## YOUR TASK
Copy out all the records exactly.
---------- EXCERPTED RECORDS
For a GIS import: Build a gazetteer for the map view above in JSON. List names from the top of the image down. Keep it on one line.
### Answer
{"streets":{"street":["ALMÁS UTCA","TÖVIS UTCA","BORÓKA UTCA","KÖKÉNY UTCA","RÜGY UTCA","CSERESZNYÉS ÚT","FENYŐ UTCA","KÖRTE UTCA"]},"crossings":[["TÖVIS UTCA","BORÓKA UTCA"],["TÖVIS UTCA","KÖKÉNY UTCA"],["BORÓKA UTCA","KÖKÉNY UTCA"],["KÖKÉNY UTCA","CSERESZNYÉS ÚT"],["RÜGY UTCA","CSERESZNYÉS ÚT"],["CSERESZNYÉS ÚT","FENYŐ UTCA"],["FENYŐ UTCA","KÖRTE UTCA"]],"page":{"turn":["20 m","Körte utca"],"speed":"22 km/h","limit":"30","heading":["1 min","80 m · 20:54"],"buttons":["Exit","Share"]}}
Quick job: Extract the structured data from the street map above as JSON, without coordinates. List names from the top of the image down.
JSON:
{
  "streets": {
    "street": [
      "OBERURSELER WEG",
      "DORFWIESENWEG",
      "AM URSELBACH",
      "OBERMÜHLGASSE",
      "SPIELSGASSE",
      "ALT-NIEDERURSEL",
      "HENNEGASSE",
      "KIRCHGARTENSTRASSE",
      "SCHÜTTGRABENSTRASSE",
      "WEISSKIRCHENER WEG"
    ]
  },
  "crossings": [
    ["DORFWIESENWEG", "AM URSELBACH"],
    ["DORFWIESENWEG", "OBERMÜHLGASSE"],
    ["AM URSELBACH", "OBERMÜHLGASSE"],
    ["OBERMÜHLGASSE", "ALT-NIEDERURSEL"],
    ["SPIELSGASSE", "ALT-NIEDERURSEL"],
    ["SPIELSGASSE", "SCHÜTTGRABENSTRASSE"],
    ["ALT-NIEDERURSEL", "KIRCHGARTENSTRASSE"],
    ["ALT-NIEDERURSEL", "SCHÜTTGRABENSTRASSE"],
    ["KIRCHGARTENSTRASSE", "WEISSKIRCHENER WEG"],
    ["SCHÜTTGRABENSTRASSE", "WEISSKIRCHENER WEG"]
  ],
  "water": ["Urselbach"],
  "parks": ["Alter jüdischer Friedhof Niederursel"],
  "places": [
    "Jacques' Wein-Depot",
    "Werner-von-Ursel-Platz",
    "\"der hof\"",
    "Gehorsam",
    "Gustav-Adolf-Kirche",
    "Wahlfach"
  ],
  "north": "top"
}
--------------------
## OUTPUT FOR THIS TASK
For a GIS import: Build a gazetteer for the map view above in JSON. List names from the top of the image down. Keep it on one line.
### Answer
{"streets":{"street":["ALMÁS UTCA","TÖVIS UTCA","BORÓKA UTCA","KÖKÉNY UTCA","RÜGY UTCA","CSERESZNYÉS ÚT","FENYŐ UTCA","KÖRTE UTCA"]},"crossings":[["TÖVIS UTCA","BORÓKA UTCA"],["TÖVIS UTCA","KÖKÉNY UTCA"],["BORÓKA UTCA","KÖKÉNY UTCA"],["KÖKÉNY UTCA","CSERESZNYÉS ÚT"],["RÜGY UTCA","CSERESZNYÉS ÚT"],["CSERESZNYÉS ÚT","FENYŐ UTCA"],["FENYŐ UTCA","KÖRTE UTCA"]],"page":{"turn":["20 m","Körte utca"],"speed":"22 km/h","limit":"30","heading":["1 min","80 m · 20:54"],"buttons":["Exit","Share"]}}
Quick job: Extract the structured data from the street map above as JSON, without coordinates. List names from the top of the image down.
JSON:
{
  "streets": {
    "street": [
      "OBERURSELER WEG",
      "DORFWIESENWEG",
      "AM URSELBACH",
      "OBERMÜHLGASSE",
      "SPIELSGASSE",
      "ALT-NIEDERURSEL",
      "HENNEGASSE",
      "KIRCHGARTENSTRASSE",
      "SCHÜTTGRABENSTRASSE",
      "WEISSKIRCHENER WEG"
    ]
  },
  "crossings": [
    ["DORFWIESENWEG", "AM URSELBACH"],
    ["DORFWIESENWEG", "OBERMÜHLGASSE"],
    ["AM URSELBACH", "OBERMÜHLGASSE"],
    ["OBERMÜHLGASSE", "ALT-NIEDERURSEL"],
    ["SPIELSGASSE", "ALT-NIEDERURSEL"],
    ["SPIELSGASSE", "SCHÜTTGRABENSTRASSE"],
    ["ALT-NIEDERURSEL", "KIRCHGARTENSTRASSE"],
    ["ALT-NIEDERURSEL", "SCHÜTTGRABENSTRASSE"],
    ["KIRCHGARTENSTRASSE", "WEISSKIRCHENER WEG"],
    ["SCHÜTTGRABENSTRASSE", "WEISSKIRCHENER WEG"]
  ],
  "water": ["Urselbach"],
  "parks": ["Alter jüdischer Friedhof Niederursel"],
  "places": [
    "Jacques' Wein-Depot",
    "Werner-von-Ursel-Platz",
    "\"der hof\"",
    "Gehorsam",
    "Gustav-Adolf-Kirche",
    "Wahlfach"
  ],
  "north": "top"
}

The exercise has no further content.